Widerrufsbelehrung Widerrufsbelehrung nach EGBGB Anlage 1 zu Art. 246a § 1 Abs. 2 Satz 2. Fundstelle: BGBl. I 2013, 3642 - 3670WIDERRUFSBELEHRUNGWiderrufsrecht

Sie haben das Recht, binnen vierzehn Tagen ohne Angabe von Gründen diesen Vertrag zu widerrufen. Die Widerrufsfrist beträgt vierzehn Tage ab dem Tag des Vertragsschlusses. Um Ihr Widerrufsrecht auszuüben, müssen Sie uns, Jens Scheibe, Derner Kippshof 65, 44329 Dortmund, Telefon: +4923199998470, E-Mail: info@scheibe-automation.de, mittels einer eindeutigen Erklärung (z. B. ein mit der Post versandter Brief oder E-Mail) über Ihren Entschluss, diesen Vertrag zu widerrufen, informieren. Sie können dafür das beigefügte Muster-Widerrufsformular verwenden, das jedoch nicht vorgeschrieben ist. Zur Wahrung der Widerrufsfrist reicht es aus, dass Sie die Mitteilung über die Ausübung des Widerrufsrechts vor Ablauf der Widerrufsfrist absenden. Folgen des Widerrufs Wenn Sie diesen Vertrag widerrufen, haben wir Ihnen alle Zahlungen, die wir von Ihnen erhalten haben, einschließlich der Lieferkosten (mit Ausnahme der zusätzlichen Kosten, die sich daraus ergeben, dass Sie eine andere Art der Lieferung als die von uns angebotene, günstigste Standardlieferung gewählt haben), unverzüglich und spätestens binnen vierzehn Tagen ab dem Tag zurückzuzahlen, an dem die Mitteilung über Ihren Widerruf dieses Vertrags bei uns eingegangen ist. Für diese Rückzahlung verwenden wir dasselbe Zahlungsmittel, das Sie bei der ursprünglichen Transaktion eingesetzt haben, es sei denn, mit Ihnen wurde ausdrücklich etwas anderes vereinbart; in keinem Fall werden Ihnen wegen dieser Rückzahlung Entgelte berechnet. Haben Sie verlangt, dass die Dienstleistungen während der Widerrufsfrist beginnen soll, so haben Sie uns einen angemessenen Betrag zu zahlen, der dem Anteil der bis zu dem Zeitpunkt, zu dem Sie uns von der Ausübung des Widerrufsrechts hinsichtlich dieses Vertrags unterrichten, bereits erbrachten Dienstleistungen im Vergleich zum Gesamtumfang der im Vertrag vorgesehenen Dienstleistungen entspricht. Muster-Widerrufsformular

(Wenn Sie den Vertrag widerrufen wollen, dann füllen Sie bitte dieses Formular aus und senden Sie es zurück.)An Jens Scheibe, Derner Kippshof 65, 44329 Dortmund, E-Mail: info@scheibe-automation.de: Hiermit widerrufe(n) ich/wir (*) den von mir/uns (*) abgeschlossenen Vertrag über den Kauf der folgenden Waren (*)/die Erbringung der folgenden Dienstleistung (*) – Bestellt am (*)/erhalten am (*) – Name des/der Verbraucher(s) – Anschrift des/der Verbraucher(s) – Unterschrift des/der Verbraucher(s) (nur bei Mitteilung auf Papier) – Datum(*) Unzutreffendes streichen.§ 15 Schlussbestimmungen

(1) Der Auftragnehmer ist zu einer Teilnahme an einem Verfahren zur Streitbeilegung vor einer Verbraucherschlichtungsstelle nicht bereit oder verpflichtet.

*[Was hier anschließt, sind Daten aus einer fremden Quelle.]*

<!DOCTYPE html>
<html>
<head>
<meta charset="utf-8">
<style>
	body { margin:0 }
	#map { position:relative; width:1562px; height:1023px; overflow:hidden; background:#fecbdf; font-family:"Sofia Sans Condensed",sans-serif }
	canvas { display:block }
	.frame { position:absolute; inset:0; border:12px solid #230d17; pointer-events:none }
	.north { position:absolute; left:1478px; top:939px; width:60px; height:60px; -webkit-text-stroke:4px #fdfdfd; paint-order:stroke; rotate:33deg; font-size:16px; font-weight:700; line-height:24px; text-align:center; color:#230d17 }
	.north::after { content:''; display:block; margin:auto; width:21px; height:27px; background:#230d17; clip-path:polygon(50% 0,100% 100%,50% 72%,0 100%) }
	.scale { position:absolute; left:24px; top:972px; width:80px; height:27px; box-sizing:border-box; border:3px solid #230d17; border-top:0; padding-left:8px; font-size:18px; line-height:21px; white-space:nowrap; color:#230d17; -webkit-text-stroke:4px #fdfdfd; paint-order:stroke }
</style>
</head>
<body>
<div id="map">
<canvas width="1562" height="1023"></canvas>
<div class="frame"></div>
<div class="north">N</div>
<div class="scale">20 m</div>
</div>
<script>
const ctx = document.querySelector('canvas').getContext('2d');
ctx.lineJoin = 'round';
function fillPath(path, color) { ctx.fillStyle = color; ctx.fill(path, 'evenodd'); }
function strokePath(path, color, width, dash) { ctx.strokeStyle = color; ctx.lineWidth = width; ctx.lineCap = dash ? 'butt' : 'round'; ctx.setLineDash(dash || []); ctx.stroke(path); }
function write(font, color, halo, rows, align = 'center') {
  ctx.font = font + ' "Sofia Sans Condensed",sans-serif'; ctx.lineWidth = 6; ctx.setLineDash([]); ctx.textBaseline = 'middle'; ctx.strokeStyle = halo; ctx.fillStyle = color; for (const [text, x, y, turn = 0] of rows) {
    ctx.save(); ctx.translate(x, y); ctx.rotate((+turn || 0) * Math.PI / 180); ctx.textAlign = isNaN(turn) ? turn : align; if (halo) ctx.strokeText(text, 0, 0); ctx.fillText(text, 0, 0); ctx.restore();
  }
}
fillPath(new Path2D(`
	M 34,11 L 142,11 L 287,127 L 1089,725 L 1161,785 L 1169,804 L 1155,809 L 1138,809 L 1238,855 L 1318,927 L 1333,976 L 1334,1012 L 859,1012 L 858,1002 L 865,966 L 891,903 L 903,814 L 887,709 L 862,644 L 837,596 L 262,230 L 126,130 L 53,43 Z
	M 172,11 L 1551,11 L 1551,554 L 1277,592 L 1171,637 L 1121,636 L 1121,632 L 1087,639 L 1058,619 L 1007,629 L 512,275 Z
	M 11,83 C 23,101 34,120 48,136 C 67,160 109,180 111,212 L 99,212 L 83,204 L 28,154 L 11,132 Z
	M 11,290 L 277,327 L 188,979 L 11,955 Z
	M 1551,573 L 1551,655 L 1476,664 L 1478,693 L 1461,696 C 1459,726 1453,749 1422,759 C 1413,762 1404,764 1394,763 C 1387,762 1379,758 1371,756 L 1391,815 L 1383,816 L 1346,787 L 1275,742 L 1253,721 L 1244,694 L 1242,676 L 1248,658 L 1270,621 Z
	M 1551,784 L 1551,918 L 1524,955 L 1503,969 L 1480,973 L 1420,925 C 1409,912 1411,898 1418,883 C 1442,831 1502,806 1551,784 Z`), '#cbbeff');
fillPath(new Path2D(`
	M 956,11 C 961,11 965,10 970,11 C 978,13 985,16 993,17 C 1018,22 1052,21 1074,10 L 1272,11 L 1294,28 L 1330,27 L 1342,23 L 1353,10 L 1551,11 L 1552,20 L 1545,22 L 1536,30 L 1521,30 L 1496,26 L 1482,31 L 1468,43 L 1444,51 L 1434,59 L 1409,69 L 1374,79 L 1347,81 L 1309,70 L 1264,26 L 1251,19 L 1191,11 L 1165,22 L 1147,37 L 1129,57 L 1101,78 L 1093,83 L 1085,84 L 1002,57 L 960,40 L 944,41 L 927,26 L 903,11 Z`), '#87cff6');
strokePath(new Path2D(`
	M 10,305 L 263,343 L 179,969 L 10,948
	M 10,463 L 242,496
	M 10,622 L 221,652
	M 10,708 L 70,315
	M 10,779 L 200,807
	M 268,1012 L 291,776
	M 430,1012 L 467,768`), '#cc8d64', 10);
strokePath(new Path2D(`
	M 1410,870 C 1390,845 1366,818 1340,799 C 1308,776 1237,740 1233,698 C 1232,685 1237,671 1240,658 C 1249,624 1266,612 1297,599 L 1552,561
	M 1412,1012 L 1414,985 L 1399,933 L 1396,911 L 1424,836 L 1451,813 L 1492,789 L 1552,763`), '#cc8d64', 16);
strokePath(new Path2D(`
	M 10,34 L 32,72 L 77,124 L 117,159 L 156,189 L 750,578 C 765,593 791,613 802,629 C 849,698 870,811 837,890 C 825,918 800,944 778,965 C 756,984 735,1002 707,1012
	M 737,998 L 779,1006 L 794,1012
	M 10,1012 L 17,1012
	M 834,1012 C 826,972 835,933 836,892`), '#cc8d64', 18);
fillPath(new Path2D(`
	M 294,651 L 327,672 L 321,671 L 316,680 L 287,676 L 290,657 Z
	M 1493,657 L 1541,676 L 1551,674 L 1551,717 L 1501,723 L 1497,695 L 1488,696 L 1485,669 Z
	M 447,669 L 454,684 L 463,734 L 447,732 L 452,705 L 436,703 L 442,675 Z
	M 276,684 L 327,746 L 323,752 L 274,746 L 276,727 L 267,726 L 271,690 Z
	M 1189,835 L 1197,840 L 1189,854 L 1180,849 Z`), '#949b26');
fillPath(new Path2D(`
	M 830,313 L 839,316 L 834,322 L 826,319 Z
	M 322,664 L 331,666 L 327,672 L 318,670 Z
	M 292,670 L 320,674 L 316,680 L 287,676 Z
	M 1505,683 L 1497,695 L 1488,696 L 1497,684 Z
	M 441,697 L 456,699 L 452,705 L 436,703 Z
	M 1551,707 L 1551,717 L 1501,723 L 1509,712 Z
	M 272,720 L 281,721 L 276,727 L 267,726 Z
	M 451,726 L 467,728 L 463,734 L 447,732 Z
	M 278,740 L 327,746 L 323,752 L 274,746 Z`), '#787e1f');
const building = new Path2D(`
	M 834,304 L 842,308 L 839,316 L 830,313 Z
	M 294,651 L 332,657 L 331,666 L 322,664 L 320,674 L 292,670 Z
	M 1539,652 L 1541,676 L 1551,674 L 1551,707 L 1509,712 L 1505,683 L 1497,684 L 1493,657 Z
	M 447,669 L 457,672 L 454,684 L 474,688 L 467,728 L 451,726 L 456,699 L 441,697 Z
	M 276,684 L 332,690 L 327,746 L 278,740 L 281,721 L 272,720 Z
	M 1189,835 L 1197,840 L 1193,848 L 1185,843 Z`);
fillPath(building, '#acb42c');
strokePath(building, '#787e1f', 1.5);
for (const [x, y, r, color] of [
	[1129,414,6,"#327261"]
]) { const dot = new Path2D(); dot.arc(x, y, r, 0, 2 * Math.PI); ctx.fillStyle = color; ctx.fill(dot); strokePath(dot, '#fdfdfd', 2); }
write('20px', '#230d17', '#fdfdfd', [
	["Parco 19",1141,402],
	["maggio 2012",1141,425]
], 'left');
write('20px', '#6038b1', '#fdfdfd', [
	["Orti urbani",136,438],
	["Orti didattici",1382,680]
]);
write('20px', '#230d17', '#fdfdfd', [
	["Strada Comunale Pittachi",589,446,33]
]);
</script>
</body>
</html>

(2) Sollten einzelne Bestimmungen der AGB oder des jeweiligen Vertrages ungültig oder nichtig sein oder werden, wird damit die Wirksamkeit der AGB oder des Vertrages insgesamt nicht tangiert. Die ungültige oder nichtige Bestimmung ist vielmehr in freier Auslegung durch eine Bestimmung zu ersetzen, die dem Vertragszweck oder dem Parteiwillen am nächsten kommt.

(3) Es gilt das Recht der Bundesrepublik Deutschland.

(4) Änderungen und Ergänzungen der AGB oder des Dienstleistungsvertrages bedürfen zu ihrer Wirksamkeit der Schriftform. Mündliche Nebenabreden bestehen nicht.

(5) Ist der Auftraggeber Kaufmann, wird als Gerichtsstand der Sitz des Auftragnehmers (Dortmund) vereinbart. Soweit gesetzlich zulässig, gilt der Sitz des Auftragnehmers (Dortmund) auch gegenüber Verbrauchern als vereinbarter Gerichtsstand. Im Übrigen gelten die gesetzlichen Regelungen, insbesondere § 29c ZPO sowie Art. 18 Abs. 2 EuGVO für Verbraucher mit Wohnsitz in der EU.

§ 16 Schulung und Einweisung

(1) Schulungen und Einweisungen des Bedienpersonals des Auftraggebers sind nicht automatisch Bestandteil des vereinbarten Leistungsumfangs. Ob und in welchem Umfang Einweisungen erbracht werden sowie die Kostentragung hierfür werden im jeweiligen Angebot gesondert festgelegt.

(2) Der Auftraggeber ist dafür verantwortlich, dass eingewiesenes Personal die Anlagen und Systeme bestimmungsgemäß und entsprechend der erteilten Einweisung bedient. Für Schäden, die durch unsachgemäße Bedienung nach erfolgter Einweisung entstehen, haftet der Auftragnehmer nicht.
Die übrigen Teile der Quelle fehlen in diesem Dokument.